# MWST is almost here!



## Tag (Jun 11, 2014)

Remember when you were a kid and that one special day you were waiting for never seem to get here, well it's finally getting closer. MJ got a couple of more catchbox made yesterday so that weather you want to shoot with someone or just shoot on an individual target. This tournament is going to be one for the record books.


----------



## GrayWolf (May 14, 2012)

Now that RAGBRAI (https://www.facebook.com/photo.php?fbid=889621661065778&set=a.361184487242834.97699.100000538571168&type=1&theater, https://www.facebook.com/BretMichaels/photos/a.10151889954631544.1073741832.42549466543/10152523919446544/?type=1&theater

is over...I can truly start to look forward to the tournament and start getting everything ready to go.

Now my biggest concern is to make sure that I have enough bandsets to make it through the weekend :rofl:

Todd


----------



## M.J (Nov 1, 2010)

Same here, I need to cut bands and tubes for me and Jodi.


----------



## Charles (Aug 26, 2010)

:bawling: ... SNIFF ... SNIFF ... :bawling:

mine are already cut, cuz I ain't gonna be there ..... :cursin: issedoff:

Cheers ..... Charles


----------



## Tag (Jun 11, 2014)

That bites you not being able to attend the the MWST this year.
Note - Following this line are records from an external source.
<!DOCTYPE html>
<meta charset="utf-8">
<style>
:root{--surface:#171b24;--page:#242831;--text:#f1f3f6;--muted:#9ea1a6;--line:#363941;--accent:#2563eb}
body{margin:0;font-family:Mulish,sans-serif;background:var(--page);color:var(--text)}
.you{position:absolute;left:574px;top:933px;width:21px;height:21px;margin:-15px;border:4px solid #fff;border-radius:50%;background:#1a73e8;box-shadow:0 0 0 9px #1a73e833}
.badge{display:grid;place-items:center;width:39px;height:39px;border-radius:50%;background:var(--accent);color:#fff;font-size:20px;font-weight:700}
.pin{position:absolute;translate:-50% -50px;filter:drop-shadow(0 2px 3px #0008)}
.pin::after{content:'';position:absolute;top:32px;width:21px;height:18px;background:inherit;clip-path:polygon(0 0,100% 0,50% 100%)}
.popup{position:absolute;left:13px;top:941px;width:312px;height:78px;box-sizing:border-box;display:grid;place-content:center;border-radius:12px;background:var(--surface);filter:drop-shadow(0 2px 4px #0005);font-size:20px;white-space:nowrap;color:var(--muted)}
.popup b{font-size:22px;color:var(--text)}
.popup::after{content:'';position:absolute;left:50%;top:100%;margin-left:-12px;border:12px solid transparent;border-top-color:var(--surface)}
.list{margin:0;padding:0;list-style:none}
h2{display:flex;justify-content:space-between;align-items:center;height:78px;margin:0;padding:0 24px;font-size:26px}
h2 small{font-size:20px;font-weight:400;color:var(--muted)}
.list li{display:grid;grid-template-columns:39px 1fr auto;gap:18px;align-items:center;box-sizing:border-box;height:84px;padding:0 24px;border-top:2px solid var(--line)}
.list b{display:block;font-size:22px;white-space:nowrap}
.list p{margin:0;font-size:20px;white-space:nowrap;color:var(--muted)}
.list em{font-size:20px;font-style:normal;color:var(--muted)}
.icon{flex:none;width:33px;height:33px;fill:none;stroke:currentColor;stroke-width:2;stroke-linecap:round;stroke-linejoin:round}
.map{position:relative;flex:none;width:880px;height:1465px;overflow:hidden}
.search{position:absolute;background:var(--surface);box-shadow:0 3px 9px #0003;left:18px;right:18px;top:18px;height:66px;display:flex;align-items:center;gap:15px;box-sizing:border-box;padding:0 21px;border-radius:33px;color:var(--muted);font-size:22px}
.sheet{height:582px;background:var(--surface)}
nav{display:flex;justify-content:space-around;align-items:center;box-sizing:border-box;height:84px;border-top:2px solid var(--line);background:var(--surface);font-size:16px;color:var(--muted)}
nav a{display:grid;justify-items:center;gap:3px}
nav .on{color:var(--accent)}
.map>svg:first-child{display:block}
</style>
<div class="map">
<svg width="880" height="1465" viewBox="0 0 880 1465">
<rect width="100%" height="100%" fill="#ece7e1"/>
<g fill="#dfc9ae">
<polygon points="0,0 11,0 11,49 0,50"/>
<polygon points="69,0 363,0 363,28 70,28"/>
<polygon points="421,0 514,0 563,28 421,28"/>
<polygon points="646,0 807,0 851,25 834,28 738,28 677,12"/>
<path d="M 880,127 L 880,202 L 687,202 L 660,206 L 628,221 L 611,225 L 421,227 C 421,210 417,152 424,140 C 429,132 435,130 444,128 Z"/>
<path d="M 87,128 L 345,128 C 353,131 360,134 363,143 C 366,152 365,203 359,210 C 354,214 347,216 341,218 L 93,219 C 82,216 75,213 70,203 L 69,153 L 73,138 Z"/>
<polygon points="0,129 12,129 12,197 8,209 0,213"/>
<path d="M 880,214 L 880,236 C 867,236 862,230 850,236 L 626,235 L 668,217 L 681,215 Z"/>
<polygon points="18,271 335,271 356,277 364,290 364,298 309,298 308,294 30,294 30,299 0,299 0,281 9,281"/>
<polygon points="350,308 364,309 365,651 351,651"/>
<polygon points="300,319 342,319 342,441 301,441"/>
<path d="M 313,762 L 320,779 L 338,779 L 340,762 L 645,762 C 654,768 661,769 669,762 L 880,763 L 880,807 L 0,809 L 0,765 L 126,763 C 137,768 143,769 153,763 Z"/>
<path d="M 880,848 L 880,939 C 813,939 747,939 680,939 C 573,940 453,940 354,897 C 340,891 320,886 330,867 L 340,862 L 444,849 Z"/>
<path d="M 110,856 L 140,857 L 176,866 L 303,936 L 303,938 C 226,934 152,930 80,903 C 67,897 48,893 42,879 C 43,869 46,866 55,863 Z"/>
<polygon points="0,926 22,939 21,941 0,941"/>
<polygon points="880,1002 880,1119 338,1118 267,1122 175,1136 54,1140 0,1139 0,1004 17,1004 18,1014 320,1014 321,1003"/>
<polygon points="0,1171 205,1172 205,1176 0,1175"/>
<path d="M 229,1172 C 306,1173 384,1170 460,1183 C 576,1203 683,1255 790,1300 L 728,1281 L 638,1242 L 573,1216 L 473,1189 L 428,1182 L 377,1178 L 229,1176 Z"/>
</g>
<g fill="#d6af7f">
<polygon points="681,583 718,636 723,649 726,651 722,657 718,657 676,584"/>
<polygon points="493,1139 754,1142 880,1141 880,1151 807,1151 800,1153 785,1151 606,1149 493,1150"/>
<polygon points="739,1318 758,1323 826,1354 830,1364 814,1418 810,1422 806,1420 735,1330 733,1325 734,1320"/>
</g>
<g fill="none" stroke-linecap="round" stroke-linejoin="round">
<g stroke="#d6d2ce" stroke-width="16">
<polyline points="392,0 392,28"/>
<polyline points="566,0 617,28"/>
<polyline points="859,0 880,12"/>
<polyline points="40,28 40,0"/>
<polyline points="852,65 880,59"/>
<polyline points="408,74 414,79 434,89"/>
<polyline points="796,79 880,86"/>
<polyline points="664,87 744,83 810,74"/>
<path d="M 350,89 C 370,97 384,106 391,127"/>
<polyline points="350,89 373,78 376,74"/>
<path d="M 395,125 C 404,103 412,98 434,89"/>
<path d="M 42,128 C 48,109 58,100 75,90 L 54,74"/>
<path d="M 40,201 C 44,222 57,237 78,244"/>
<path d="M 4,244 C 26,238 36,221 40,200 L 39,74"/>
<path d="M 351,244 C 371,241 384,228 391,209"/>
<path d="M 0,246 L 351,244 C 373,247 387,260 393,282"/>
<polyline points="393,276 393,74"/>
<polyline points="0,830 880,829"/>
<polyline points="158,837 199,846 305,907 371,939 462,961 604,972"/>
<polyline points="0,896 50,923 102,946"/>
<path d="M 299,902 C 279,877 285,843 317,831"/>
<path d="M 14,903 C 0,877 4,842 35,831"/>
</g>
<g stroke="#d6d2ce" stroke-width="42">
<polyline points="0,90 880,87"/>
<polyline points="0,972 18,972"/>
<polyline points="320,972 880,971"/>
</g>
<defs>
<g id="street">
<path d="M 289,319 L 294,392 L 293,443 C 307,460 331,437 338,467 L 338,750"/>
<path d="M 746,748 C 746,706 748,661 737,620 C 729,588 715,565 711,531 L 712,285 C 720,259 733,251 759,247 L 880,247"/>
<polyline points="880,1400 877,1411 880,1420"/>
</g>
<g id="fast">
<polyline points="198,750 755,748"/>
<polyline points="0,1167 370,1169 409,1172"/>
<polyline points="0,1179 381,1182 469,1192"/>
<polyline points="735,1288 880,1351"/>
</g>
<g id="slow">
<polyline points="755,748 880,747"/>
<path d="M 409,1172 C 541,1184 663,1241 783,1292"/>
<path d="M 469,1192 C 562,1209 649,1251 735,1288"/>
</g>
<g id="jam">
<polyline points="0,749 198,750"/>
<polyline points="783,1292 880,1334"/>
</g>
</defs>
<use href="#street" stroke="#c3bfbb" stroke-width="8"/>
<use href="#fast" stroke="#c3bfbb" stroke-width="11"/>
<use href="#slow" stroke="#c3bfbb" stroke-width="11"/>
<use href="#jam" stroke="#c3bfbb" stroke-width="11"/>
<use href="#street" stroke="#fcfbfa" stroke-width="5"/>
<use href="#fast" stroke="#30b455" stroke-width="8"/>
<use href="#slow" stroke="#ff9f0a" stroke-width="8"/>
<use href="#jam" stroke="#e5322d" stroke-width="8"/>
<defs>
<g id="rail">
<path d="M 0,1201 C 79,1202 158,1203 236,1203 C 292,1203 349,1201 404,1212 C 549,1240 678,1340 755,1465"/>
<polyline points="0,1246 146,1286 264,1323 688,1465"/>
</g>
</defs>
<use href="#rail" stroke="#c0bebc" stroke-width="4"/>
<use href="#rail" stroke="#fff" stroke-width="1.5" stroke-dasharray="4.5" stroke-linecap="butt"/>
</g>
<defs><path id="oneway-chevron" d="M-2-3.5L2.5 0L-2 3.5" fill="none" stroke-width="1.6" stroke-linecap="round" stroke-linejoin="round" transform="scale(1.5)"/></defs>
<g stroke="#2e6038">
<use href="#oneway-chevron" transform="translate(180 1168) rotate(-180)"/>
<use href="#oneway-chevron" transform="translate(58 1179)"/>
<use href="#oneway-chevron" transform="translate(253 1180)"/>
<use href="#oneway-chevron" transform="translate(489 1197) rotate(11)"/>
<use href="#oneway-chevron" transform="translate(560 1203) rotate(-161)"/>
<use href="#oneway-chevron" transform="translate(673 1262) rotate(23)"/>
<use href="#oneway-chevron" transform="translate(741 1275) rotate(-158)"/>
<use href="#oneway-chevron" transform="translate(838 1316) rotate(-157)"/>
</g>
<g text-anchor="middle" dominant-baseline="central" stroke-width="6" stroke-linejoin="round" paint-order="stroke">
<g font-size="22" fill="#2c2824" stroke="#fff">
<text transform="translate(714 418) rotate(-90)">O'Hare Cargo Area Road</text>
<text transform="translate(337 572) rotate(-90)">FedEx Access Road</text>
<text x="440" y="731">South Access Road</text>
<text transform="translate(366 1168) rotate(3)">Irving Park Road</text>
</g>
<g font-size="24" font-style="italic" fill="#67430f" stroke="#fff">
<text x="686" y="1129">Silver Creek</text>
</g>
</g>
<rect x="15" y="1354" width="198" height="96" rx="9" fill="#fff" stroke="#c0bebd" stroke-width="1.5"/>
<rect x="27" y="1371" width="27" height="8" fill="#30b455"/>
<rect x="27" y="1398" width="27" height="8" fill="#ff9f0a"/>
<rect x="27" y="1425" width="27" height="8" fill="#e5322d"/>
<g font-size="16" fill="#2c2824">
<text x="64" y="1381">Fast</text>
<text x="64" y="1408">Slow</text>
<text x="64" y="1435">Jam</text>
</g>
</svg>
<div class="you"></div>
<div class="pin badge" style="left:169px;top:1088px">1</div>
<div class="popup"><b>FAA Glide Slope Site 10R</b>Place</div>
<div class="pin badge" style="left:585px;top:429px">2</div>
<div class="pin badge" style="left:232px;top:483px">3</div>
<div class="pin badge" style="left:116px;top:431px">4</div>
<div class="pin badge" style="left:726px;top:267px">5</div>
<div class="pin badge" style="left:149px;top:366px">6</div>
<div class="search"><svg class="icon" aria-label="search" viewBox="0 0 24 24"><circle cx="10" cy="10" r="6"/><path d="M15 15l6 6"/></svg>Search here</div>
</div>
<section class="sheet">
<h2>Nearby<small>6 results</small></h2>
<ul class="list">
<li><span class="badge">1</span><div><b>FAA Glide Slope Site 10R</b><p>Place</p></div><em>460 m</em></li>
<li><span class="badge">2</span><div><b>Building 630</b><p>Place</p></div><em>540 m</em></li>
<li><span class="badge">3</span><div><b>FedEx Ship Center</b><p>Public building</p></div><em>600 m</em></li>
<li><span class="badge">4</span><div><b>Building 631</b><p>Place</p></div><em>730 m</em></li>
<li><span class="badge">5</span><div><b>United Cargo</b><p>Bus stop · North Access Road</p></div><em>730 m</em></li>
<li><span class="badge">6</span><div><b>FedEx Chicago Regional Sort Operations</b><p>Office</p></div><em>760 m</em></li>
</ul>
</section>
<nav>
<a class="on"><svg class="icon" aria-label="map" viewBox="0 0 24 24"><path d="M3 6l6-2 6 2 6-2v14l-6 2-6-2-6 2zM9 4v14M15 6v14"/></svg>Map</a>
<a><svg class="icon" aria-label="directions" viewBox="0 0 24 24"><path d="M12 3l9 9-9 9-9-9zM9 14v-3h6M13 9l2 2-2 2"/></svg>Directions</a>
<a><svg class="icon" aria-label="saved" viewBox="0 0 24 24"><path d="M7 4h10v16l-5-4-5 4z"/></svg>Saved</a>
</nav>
I was hoping somehow you could have made it. I'm not going to say you are going to miss the largest gathering of highly skilled slingshot shooters, and without a doubt the most fun ever in West Lafayette Indiana. That would not be nice to rub it in)-: I will take some pictures, but it's just not the same as experiencing the crack of the ammo as another target goes down by one of the competitors. Maybe next year they could have a handicap doubles competition . You and I could enter as a team, I'll be the handicap half(-:


----------